Mon taf et moi (still under construction)
Plusieurs choses me passionnent, mais s’il en est une qui doit compter, c’est bien la 3D.
J’ai découvert sur le tard qu’on pouvait très bien être infographiste 3D sans savoir comment dériver une intégrale complexe, grâce à des logiciels tel que 3d studio (à l’époque). Comme je me débrouillais plutôt pas mal en 2D et en pré-presse (beurk, Quark Xpress….), je me suis lancé (après une courte et assez inutile formation sur 3d studio Max 2). J’ai été pré-sélectionné chez Cryo (éditeur de jeu français), mais je n’ai pas donné suite (c’était loin et je n’avais pas le niveau pour ce genre de société, je pense) et ai vite trouvé une petite place dans une société toulousaine I3m (1999). J’ai eu de la chance de pouvoir m’insérer dans un filon assez en pointe à ce moment là, où l’on recherchait beaucoup de profils non pas seulement sur le niveau d’étude, mais surtout sur Press-book.

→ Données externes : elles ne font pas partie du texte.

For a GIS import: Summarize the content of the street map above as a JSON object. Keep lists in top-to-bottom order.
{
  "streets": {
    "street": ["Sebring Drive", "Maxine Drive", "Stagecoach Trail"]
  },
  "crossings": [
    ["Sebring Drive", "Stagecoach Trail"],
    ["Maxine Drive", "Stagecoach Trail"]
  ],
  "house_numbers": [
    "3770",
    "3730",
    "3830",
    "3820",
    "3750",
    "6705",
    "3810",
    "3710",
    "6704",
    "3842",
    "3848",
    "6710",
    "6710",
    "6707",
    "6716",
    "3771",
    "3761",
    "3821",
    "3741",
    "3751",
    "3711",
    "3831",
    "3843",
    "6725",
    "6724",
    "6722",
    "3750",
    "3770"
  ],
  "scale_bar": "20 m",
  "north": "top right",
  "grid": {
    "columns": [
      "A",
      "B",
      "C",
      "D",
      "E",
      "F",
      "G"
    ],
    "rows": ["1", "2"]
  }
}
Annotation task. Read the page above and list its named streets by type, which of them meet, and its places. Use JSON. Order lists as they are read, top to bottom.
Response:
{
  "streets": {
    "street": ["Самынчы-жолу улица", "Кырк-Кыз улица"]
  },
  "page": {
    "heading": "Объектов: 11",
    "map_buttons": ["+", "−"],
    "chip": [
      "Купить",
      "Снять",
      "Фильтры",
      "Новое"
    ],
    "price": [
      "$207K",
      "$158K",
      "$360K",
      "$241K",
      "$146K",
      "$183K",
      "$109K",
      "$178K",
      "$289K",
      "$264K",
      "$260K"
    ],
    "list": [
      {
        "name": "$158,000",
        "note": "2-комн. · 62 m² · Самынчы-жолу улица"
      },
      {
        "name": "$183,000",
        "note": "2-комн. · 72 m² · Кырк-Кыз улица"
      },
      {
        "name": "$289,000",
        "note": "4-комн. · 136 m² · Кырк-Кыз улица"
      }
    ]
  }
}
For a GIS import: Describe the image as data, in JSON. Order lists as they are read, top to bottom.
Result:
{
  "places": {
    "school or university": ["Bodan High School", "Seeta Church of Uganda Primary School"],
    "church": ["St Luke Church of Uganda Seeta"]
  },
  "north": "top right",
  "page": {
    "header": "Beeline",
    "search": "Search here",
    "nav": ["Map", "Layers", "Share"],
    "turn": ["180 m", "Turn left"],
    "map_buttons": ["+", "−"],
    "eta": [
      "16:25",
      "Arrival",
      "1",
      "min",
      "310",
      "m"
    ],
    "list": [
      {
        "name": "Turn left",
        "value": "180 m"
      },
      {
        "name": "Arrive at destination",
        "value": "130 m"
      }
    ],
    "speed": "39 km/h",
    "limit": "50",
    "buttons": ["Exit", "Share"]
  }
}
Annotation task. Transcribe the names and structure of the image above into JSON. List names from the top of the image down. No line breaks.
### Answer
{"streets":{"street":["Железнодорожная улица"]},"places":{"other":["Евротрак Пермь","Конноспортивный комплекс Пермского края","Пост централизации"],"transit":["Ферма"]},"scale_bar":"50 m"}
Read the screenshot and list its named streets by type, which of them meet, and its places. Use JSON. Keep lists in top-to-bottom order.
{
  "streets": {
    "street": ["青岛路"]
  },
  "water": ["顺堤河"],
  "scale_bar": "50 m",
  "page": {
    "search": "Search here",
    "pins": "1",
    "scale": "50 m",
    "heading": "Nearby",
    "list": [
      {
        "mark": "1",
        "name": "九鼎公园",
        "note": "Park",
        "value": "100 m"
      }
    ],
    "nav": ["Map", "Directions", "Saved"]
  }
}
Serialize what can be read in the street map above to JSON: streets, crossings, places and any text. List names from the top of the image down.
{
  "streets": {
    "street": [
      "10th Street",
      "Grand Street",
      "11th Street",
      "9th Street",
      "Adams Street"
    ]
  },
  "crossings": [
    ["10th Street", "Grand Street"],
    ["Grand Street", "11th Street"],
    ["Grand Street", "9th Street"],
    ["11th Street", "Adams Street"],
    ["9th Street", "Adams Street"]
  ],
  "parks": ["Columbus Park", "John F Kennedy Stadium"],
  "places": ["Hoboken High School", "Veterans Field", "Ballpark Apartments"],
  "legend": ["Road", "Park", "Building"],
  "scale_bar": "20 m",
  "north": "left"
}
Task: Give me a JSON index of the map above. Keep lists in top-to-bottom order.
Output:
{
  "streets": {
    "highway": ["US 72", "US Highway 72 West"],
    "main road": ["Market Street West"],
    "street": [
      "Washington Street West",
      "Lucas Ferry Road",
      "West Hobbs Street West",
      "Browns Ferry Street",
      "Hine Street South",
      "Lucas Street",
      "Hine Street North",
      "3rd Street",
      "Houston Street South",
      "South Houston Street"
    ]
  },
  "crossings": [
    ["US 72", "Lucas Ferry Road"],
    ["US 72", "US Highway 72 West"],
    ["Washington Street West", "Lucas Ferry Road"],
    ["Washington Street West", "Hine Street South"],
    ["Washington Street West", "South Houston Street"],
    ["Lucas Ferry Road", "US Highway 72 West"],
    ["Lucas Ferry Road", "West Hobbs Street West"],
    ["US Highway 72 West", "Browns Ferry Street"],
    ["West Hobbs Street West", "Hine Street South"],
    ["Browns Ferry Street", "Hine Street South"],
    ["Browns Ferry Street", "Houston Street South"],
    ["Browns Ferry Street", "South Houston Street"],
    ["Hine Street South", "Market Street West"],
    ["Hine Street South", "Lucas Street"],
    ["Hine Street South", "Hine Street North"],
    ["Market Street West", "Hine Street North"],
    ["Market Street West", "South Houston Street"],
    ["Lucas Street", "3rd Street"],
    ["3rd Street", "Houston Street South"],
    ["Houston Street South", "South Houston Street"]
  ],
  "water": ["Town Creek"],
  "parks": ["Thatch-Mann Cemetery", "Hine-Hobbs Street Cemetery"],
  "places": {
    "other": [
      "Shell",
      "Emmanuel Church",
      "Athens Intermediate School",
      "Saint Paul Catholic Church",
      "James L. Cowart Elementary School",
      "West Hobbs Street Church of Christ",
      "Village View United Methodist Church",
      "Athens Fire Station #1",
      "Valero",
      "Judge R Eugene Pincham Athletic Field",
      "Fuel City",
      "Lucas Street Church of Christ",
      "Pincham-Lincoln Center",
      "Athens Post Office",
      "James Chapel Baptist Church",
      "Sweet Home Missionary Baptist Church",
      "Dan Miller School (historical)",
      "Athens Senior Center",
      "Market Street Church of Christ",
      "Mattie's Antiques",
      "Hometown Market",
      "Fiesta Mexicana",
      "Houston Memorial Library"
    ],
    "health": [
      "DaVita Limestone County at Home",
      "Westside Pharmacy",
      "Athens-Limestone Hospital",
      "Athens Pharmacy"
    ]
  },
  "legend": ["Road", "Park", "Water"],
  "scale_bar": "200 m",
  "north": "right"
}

J’ai rapidement appris comment faire de l’image en terme de production, en terme artistique et en terme de gestion de projet dans cette super équipe de prod. Nous avons réalisé à l’époque beaucoup d’images pour l’avionneur Airbus et notamment celles qui présentaient l’A3XX, maintenant connu sous le nom de A380. J’ai eu la charge de gérer (en catastrophe) aussi les projets pour le Mockup Center, le service qui valide l’habillage intérieur des avions livrés aux companies aériennes, avec beaucoup d’images d’intérieurs. J’ai aussi pas mal fais évolué mes connaissances en vidéo, montage, cut et en 2D (calibrage, mais aussi retouches).J’ai également accédé à la tâche délicate de délégué du personnel (et là, j’ai beaucoup appris sur la nature humaine et le rapport de l’humanité face au travail, dans toute sa diversité, ses contrastes et ses excès). Assez vite, cependant, le travail est devenu plus administratif et j’avais de moins en moins de prises sur ce qui était produit et j’ai donc décidé de changer un peu d’optique et de société.Je voulais depuis longtemps me pencher sur la 3D temps réel, secteur assez proche d’une autre de mes passions, le jeu vidéo.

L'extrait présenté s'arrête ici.